Stored items:
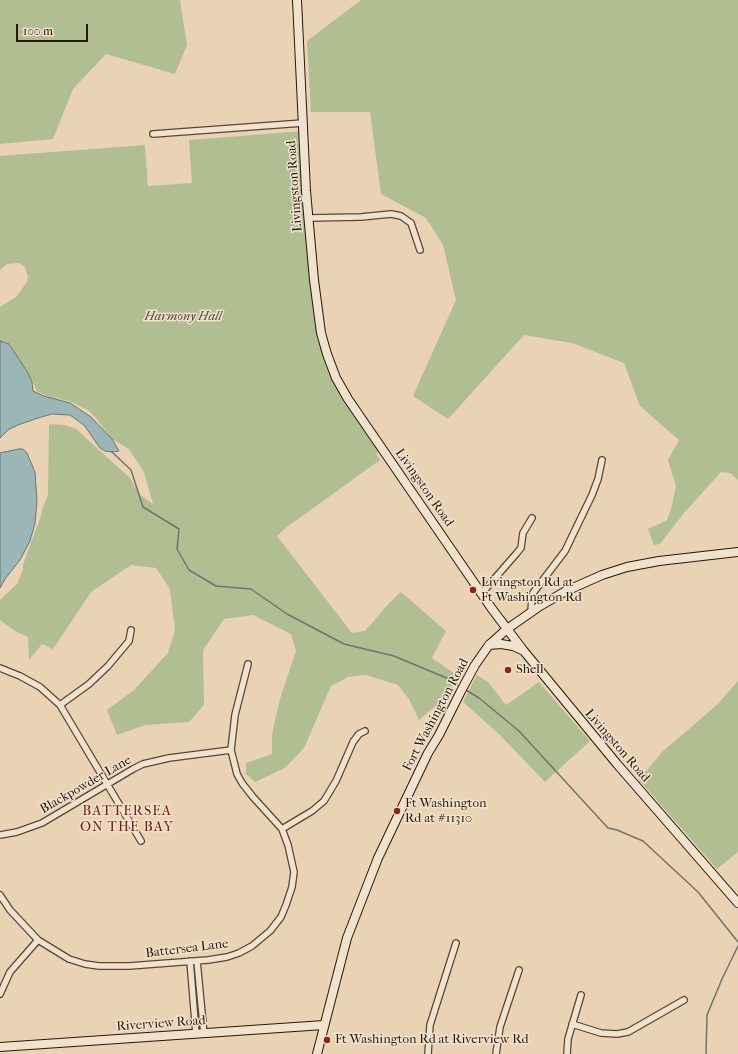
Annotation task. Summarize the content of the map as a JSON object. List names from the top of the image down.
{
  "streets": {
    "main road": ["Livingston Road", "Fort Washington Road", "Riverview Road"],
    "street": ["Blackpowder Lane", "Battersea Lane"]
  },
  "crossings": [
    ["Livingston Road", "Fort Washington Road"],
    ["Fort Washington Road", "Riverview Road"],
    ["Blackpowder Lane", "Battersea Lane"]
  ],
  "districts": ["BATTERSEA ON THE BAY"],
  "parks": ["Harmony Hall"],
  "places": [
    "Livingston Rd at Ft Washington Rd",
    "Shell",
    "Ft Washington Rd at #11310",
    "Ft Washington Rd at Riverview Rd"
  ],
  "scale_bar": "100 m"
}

What the exercise asks:
Could you output every entry exactly as written, skipping the pictures?

Response:
Annotation task. Summarize the content of the map as a JSON object. List names from the top of the image down.
{
  "streets": {
    "main road": ["Livingston Road", "Fort Washington Road", "Riverview Road"],
    "street": ["Blackpowder Lane", "Battersea Lane"]
  },
  "crossings": [
    ["Livingston Road", "Fort Washington Road"],
    ["Fort Washington Road", "Riverview Road"],
    ["Blackpowder Lane", "Battersea Lane"]
  ],
  "districts": ["BATTERSEA ON THE BAY"],
  "parks": ["Harmony Hall"],
  "places": [
    "Livingston Rd at Ft Washington Rd",
    "Shell",
    "Ft Washington Rd at #11310",
    "Ft Washington Rd at Riverview Rd"
  ],
  "scale_bar": "100 m"
}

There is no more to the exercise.